Scientists have been warning about an “insect apocalypse” in recent years, noting sharp declines in specific areas — particularly in Europe. A new study shows these warnings may have been exaggerated and are not representative of what’s happening to insects on a larger scale.
University of Georgia agroecology Professor Bill Snyder sought to find out if the so-called “insect apocalypse” is really going to happen, and if so, whether it had already begun. Some scientists say it might be only 30 years before all insects are extinct, so this is an important and timely question for agriculture and conservation.
Snyder and a team of researchers from UGA, Hendrix College and the U.S. Department of Agriculture used more than 5,300 data points for insects and other arthropods — collected over four to 36 years at monitoring sites representing 68 natural and managed areas — to search for evidence of declines across the United States.
Some groups and sites showed increases or decreases in abundance and diversity, but many remained unchanged, yielding net abundance and biodiversity trends generally indistinguishable from zero. This lack of overall increase or decline was consistent across arthropod feeding groups and was similar for heavily disturbed versus relatively natural sites. These results were recently published in Nature Ecology and Evolution.
The idea for the study started last year when Snyder made a cross-country road trip from Washington state to his new home in Georgia.

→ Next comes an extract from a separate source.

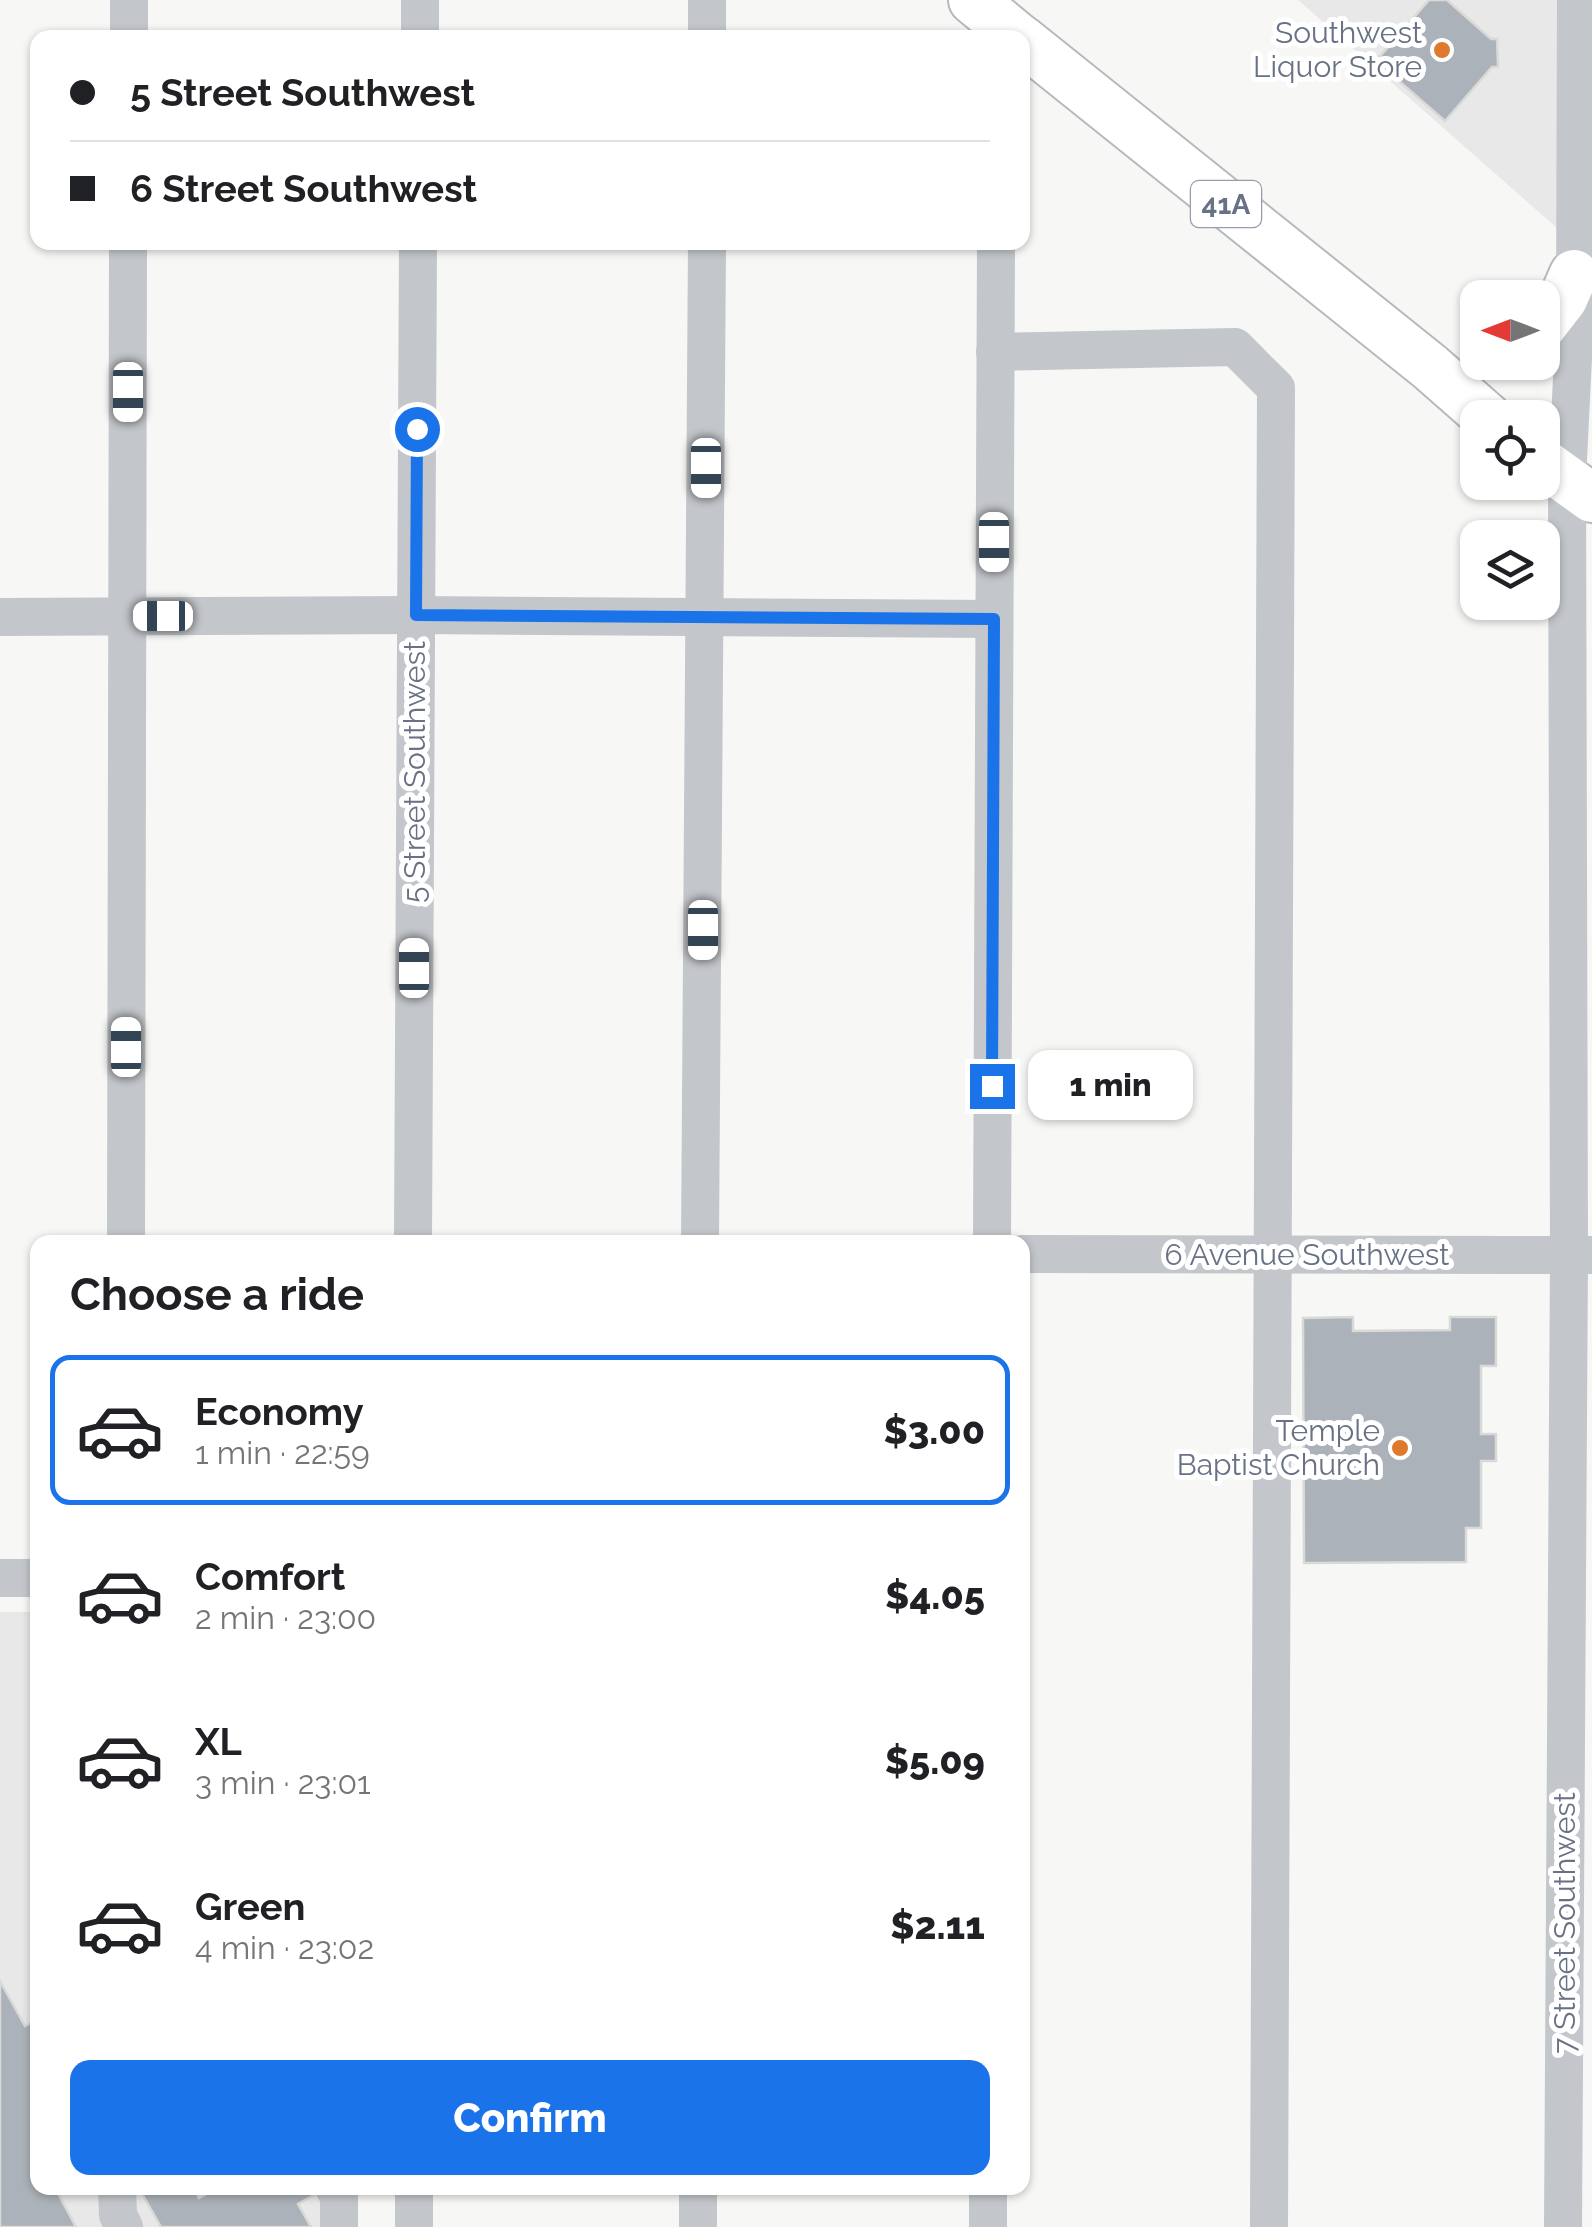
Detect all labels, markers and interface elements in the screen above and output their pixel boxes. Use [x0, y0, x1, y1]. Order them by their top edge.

“I had the same observation a lot of people had. We had our drive across the country — you don’t see as many insects squished on your car or windshield.”
When he got to his home in Bishop, Georgia, it seemed like a different story.
“I noticed the lights outside were full of insects, as many as I remember as a kid,” he said. “People have this notion — it seems like there are fewer insects — but what is the evidence?”
There is alarming evidence that European honey bees have problems, but Snyder was curious to learn whether insects everywhere are in decline. “We depend on insects for so many things,” he said. “If insects disappear it would be really, really bad. Maybe the end of human existence.”
He was discussing the topic with another biologist and friend, Matthew Moran at Hendrix College, and they recalled the U.S. National Science Foundation’s network of Long-Term Ecological Research (LTER) sites, which were established in 1980 and encompass a network of 25 monitoring locations across each of the country’s major ecoregions.
The NSF’s LTER data is publicly available, but until now, it hadn’t been gathered into a single dataset to be examined for evidence of broad-scale density and biodiversity change through time.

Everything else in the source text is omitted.